Nestled in the Andes of Peru above 11,000 feet is the old capital of the Inca Empire, Cusco. Boasting a population of around a half million the city’s biggest draw is that it is the gateway to the Sacred Valley and Machu Picchu. If your plan has you passing through Cusco on your way to Machu Picchu do yourself a favor and plan a few days in this interesting city.

In the middle of Cusco the old historic district acts as a magnet drawing crowds into the city’s beautiful main square, the Plaza de Armas. This square marks both the Spanish colonial center of the city and the site of the capital of the vast Inca Empire. The Plaza features a large public space with gardens and wide pathways anchored by two iconic buildings, the magnificent Cusco Cathedral and the Church La Compania de Jesus. Ringing this large space are a number of good restaurants, cafes and shops with narrow streets radiating off in several directions. Within a half mile radius of the Plaza de Armas you’ll find over fifteen hundred years of historic sites and museums to explore.

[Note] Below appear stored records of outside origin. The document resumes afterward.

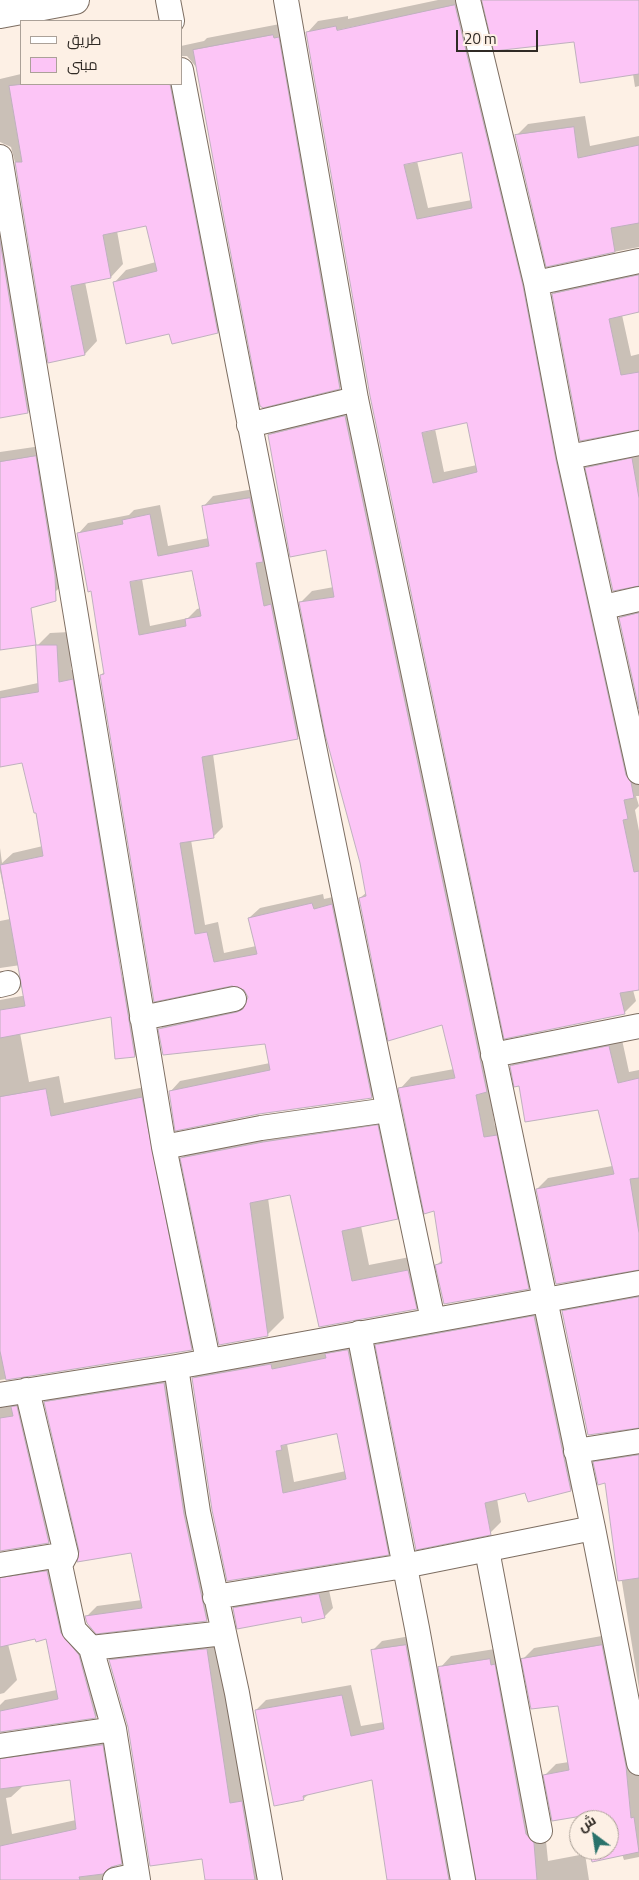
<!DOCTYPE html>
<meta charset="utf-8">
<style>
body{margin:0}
#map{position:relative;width:639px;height:1880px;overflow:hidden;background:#fdf0e5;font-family:"Titillium Web",Cairo,sans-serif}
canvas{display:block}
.legend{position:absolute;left:20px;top:20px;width:162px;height:65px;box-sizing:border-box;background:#fdf0e5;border:1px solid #aba198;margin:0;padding:6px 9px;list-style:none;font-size:15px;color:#302a25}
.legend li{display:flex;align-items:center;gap:10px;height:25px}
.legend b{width:25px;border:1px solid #aba198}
.north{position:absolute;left:569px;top:1810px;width:50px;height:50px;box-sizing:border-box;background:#fdf0e5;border:1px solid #aba198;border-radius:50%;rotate:329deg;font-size:14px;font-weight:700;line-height:20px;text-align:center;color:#302a25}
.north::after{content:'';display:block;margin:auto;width:18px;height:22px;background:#2a726b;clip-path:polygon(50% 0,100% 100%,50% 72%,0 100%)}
.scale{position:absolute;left:456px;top:30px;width:82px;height:22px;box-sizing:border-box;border:2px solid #302a25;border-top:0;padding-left:6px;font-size:15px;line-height:18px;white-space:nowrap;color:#302a25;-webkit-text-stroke:4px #fdf0e5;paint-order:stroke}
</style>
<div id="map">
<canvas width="639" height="1880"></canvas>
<ul class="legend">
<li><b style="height:6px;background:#fff"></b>طريق</li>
<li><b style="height:14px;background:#fcc5f6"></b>مبنى</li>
</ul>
<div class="north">ش</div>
<div class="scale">20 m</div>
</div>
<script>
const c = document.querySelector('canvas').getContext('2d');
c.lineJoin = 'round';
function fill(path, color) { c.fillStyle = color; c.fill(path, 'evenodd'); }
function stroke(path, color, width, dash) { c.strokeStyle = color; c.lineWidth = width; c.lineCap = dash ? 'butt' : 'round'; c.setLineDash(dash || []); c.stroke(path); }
const shadow = new Path2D(`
 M438 0H468L639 768V796H636L639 806 635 810 639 831V989L633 990 636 1001 624 1013 505 1037 307 33 318 21 348 16V19ZM463 151 472 200 428 208 417 161ZM468 422 477 465 444 472 435 429Z
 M483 0H639V86L635 87 633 74 575 40Z
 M285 23 352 375 340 388 261 405 196 67 187 56H181V46L204 41 207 38Z
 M21 74V84H181L230 319 217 331 170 332 114 283 126 270 156 262 147 225 117 231 123 264 111 277 85 282 97 341 85 354 49 361 17 170 11 147 0 142V79Z
 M585 116 590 146 639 136V247L547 265 516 136 528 124Z
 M0 207 40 400 28 412 0 416Z
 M639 266V311L622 315 631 356 639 354V428L553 294 565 282Z
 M357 405 499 1079 489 1089 495 1126 508 1124 540 1276 528 1288 437 1265 443 1259 435 1210 400 1089 411 1077 454 1069 443 1024 360 898 367 892 300 603 312 591 334 587 327 549 269 435 281 423Z
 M48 445 68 580 55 592 0 602V452Z
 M639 449V585L587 468 598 457Z
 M260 488 308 727 298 737 213 754 223 827 213 837 191 840 205 925 218 922 224 953 256 946 249 918 260 908 323 894 324 899 342 895 382 1087 372 1097 170 1092 180 1081 270 1063 266 1043 160 1029 170 1019 247 1003 249 997 245 989 232 984 155 1000 101 675 105 671 92 589 78 534 88 523 129 515 134 510 160 505 168 546 209 538 203 507 213 496ZM193 570 201 608 197 609 188 618 150 626 142 579Z
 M639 605V703L620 618 632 607Z
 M70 632 71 670 85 667 130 938 117 951 0 968V921L10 919 0 871V848L2 863 13 853 43 846 37 812 23 762 0 766V691L38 683 37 646 50 633Z
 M136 975 148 1043 135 1056 112 1015 20 1033 29 1082 59 1076 64 1103 155 1085 204 1336 191 1349 0 1380V1000Z
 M621 1035 629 1072 639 1070V1150L599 1109 511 1066 523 1054Z
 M395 1109 414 1201 397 1218 361 1226 369 1265 425 1254 433 1291 416 1308 320 1326 291 1193 268 1198 284 1318 267 1335 182 1158 199 1141Z
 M639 1161V1269L537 1189 548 1178Z
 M639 1288V1426L563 1311 574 1300Z
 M546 1305 582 1479 571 1490 526 1492 497 1499 501 1522 490 1533 377 1345 388 1334Z
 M359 1339 399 1542 388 1553 228 1580 193 1379 204 1367ZM338 1433 346 1471 294 1482 287 1444Z
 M175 1373 217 1609 207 1620 97 1632 86 1617 97 1606 142 1600 132 1552 81 1551 45 1402 56 1392Z
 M0 1385 30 1394 62 1529 49 1542 0 1550Z
 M639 1446V1689L606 1482 595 1463 606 1451Z
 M0 1556 60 1559 109 1704 96 1717 0 1732V1705L5 1700 57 1690 47 1638 36 1637 8 1644 17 1680 4 1693 0 1694Z
 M328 1586 333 1608 324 1617 234 1608 243 1600Z
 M613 1634 639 1759V1857L624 1860 622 1854 590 1850H609V1820H584L583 1815 545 1775 556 1764 569 1762 559 1705 523 1659 534 1648Z
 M416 1635 457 1880H405L373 1779 309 1794 303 1799 256 1710 266 1700 351 1685 361 1726 384 1722 372 1651 382 1641Z
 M220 1636 269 1880H206L203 1858 129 1726 110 1660 123 1647Z
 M501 1648 545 1831 548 1861 585 1854 589 1880H477L440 1668 451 1656Z
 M115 1732 134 1850 121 1863 115 1866 117 1876 124 1880H0V1755ZM71 1779 76 1820 12 1834 6 1798 11 1797 24 1785Z`);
const building = new Path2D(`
 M482 0H639V74L580 83 574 42 494 51Z
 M455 5 523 286 556 460 626 775 631 782 634 798 624 800 628 819 623 820 634 872 639 871V990L620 993 625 1014 504 1039 370 396 306 32 336 26 337 30ZM462 153 472 208 417 219 404 165ZM467 423 477 472 433 483 422 433Z
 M273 35 274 38 279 37 340 389 263 408 260 406 225 224 193 50Z
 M25 84H170L218 333 172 344 169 334 126 344 113 282 157 271 146 226 103 235 111 278 71 286 85 355 48 363 15 162H22L9 86Z
 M574 127 578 158 639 145V223L611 228 615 252 546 267 515 135Z
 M0 241 28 413 0 418Z
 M639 275V312L609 319 621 375 639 372V430L580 441 552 294Z
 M345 416 487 1092 476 1095 484 1137 497 1135 529 1289 444 1304 435 1265 442 1263 434 1211 424 1214 398 1088 455 1078 442 1025 388 1041 359 898 366 896 360 863 325 734 299 602 334 597 326 550 290 557 268 435Z
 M36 456 55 575 56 601 31 608 36 645 0 650V462Z
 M632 458 639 498V586L613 591 585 468Z
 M250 498 263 562 256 563 264 606 271 604 298 739 202 757 214 838 180 843 195 934 207 932 214 962 257 954 248 918 312 903 314 909 332 904 372 1098 259 1114 175 1131 169 1091 270 1070 265 1044 163 1055 158 1029 237 1012 243 1009 248 997 244 990 232 986 154 1002 100 675 104 674 99 643 91 591 88 592 77 533 123 524 122 520 150 514 158 556 209 546 202 506ZM192 571 201 616 185 619 186 626 139 635 130 582Z
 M639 613V709L619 618Z
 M36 645H57L59 682 73 679 135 1057 115 1059 111 1017 0 1038V1010L25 1006 0 865 43 856 36 813H34L22 763 0 767V698L38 692Z
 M609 1046 618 1083 639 1078V1178L630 1179 639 1233V1270L556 1284 536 1189 614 1174 598 1110 525 1122 519 1086 514 1087 510 1066Z
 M46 1089 51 1116 142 1097 192 1350 6 1380 0 1351V1097Z
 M378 1125 398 1219 342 1231 352 1281 408 1270 417 1309 319 1327 290 1195 250 1203 268 1336 219 1345 180 1158 263 1142Z
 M639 1297V1428L588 1435 562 1311Z
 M534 1316 571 1491 528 1502 525 1493 485 1503 491 1535 416 1550 375 1345Z
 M348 1350 389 1555 227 1581 212 1510 192 1378 271 1364 272 1369 326 1358 325 1354ZM337 1434 346 1479 283 1493 276 1451 282 1450 281 1446Z
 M164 1383 184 1514 207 1621 96 1634 87 1623 85 1616 142 1608 131 1553 77 1562 79 1551 44 1402Z
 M17 1406 49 1543 0 1551V1418L13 1416 11 1407Z
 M639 1455V1578L618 1581 605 1483 598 1485 593 1462Z
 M47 1571 61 1633 79 1655 96 1718 0 1732V1711L58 1699 46 1639 36 1642 35 1639 0 1647V1578Z
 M319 1594 325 1618 302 1623 301 1617 237 1629 233 1608Z
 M406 1645 449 1880H387L372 1780 303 1796 304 1800 274 1806 255 1710 342 1695 351 1736 384 1729 371 1650Z
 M602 1645 626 1766 631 1818 634 1817 639 1852 592 1862 589 1850H609V1820H582V1816L552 1821 543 1775 569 1770 558 1706 531 1709 521 1659Z
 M207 1649 230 1803 242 1801 255 1880H205L202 1859 150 1866 128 1727 109 1660Z
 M490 1659 491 1665 495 1664 526 1834 534 1843 537 1880H476L438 1667Z
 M103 1745 122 1864 111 1867 103 1874 79 1877 80 1880H0V1846L76 1829 70 1780 0 1789V1759Z`);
const minor = new Path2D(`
 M168 0 172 21
 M286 0 356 399 593 1528 639 1763
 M468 0 536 283 569 457 639 772
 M181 70C261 487 344 904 433 1320
 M0 157 164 1147 208 1360
 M536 283 639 261
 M249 425 356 399
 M569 457 639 443
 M604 607 639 599
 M0 985 8 983
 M142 1018 234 999
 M493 1055 639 1026
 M164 1147 261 1128 388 1110
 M359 1333 417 1628 463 1880
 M176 1367 198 1512 237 1693 270 1880
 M27 1390 66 1554 60 1565 74 1630 91 1648 114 1729 138 1880
 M0 1395 176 1367 639 1283
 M576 1451 639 1441
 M487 1550 540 1831
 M0 1565 66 1554
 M215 1597 404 1566 593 1528
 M91 1648 224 1633
 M0 1746 114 1729
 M115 1880 137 1875`);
const primary = new Path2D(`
 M0 14 75 0`);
fill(shadow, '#0003');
fill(building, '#fcc5f6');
stroke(building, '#bfb0be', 1);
stroke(minor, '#7d6e62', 26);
stroke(primary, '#7d6e62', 30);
stroke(minor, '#fff', 24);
stroke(primary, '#fff', 28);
</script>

Qorikancha – Located among examples of of several colonial Spanish buildings are these Inca ruins that actually form the foundations of a church and the convent of Santo Domingo. These large carved stones were once part of the richest temple in the whole of the Inca Empire.

Iglesia de La Compañía de Jesús – Built upon the foundation of the palace of Inca Emperor Huayna Cápac, the last Inca to rule the unconquered empire, this church was built by the Jesuits in 1571.

Cusco Cathedral – An ornate building housing a number of significant artworks, chapels featuring an interesting blend of Catholicism and local Indian culture.

Museo Inka – The amazing collections of the Museo Inka, a block northeast of the Plaza de Armas, is the largest display of Inca and pre-Inca artifacts anywhere.

Museo de la Coca – The Andean coca leaf culture permeates the region and this little museum traces the uses of the coca leaf, from sacred ritual to helping to overcome altitude sickness.*

In 1983, Cusco and the historic district were declared a World Heritage Site by UNESCO with the title “City of Cuzco”.

While strolling through the area don’t shy away from the opportunity to shop with the many sellers dressed in traditional Indian garb offering scarves, hats and stuffed animals. Negotiating a price is part of the fun. Also the wide range of Peruvian restaurants in the historic district offer opportunities to try Peruvian foods like grilled guinea pig or llama prepared in a variety of traditional ways. For those less adventurous the plaza also offers a McDonalds and a KFC.